- #1
mef51
- 23
- 0
Homework Statement
One method for cooling a gas is adiabatic throttling (Joule-Thomson Experiment). Another method is a reversible adiabatic expansion. Show that if the initial and final pressures are the same, the difference in temperature obtained by the second method is always higher.

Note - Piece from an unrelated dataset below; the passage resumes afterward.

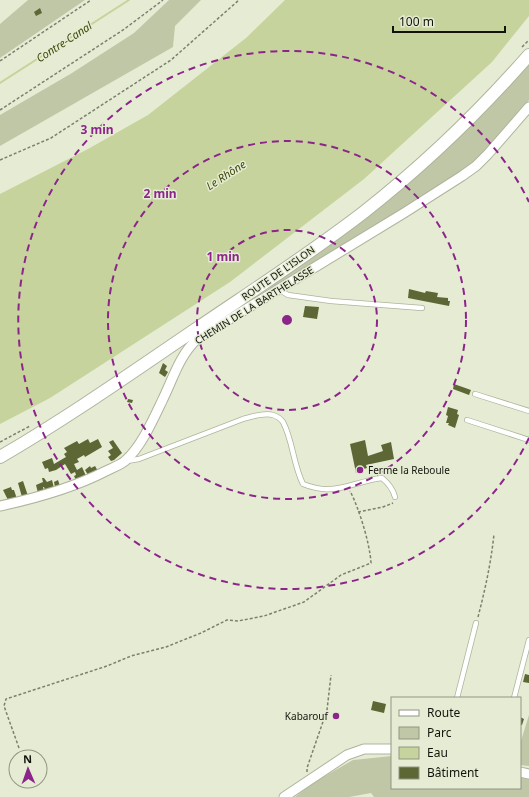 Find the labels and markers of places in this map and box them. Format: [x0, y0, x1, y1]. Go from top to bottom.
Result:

Hint: Express ##\frac{\partial T}{\partial P}## in each process as a function of the expansivity ##\beta##, the isothermal compressibility ##\kappa## and ##c_P## and compare the results.
Homework Equations
The question has to do with thermodynamic potentials.
$$
\beta=\frac{1}{V}\Big(\frac{\partial V}{\partial T}\Big)_{P} \\
\kappa=-\frac{1}{V}\Big(\frac{\partial V}{\partial P}\Big)_{T} \\
c_{P}=\frac{T}{n}\Big(\frac{\partial S}{\partial T}\Big)_{P}
$$
Cyclic Relation:
$$\Big(\frac{\partial T}{\partial P}\Big)_{S}\Big(\frac{\partial P}{\partial S}\Big)_{T}\Big(\frac{\partial S}{\partial T}\Big)_{P}=-1$$
Reciprocal Relation
$$
\Big(\frac{\partial x}{\partial y}\Big)_{z}=\Big(\frac{\partial y}{\partial x}\Big)_{z}^{-1}
$$
The temperature is a function of ##S## and ##P## so
$$T(P,S) \implies dT=\Big(\frac{\partial T}{\partial S}\Big)_{P}dS+\Big(\frac{\partial T}{\partial P}\Big)_{S}dP$$
The Maxwell Relations are also relevant.
The Attempt at a Solution
Using the cyclic and reciprocal relation and the definitions of ##\beta##, ##\kappa## and ##c_P## I can get that, for the second process
$$
\Big(\frac{\partial T}{\partial P}\Big)_{S}=\frac{\beta VT}{nc_{p}}
$$
To get the change in temperature I integrate the differential. Since the second process is reversible ##dS=0## so
$$
\Delta T=T_{f}-T_{i}=\int_{P_{i}}^{P_{f}}\Big(\frac{\partial T}{\partial P}\Big)_{S}dP
$$
But since the final and initial pressures are the same this change in temperature is always 0! How can it ever be greater than the temperature difference in the first method? What am I missing here?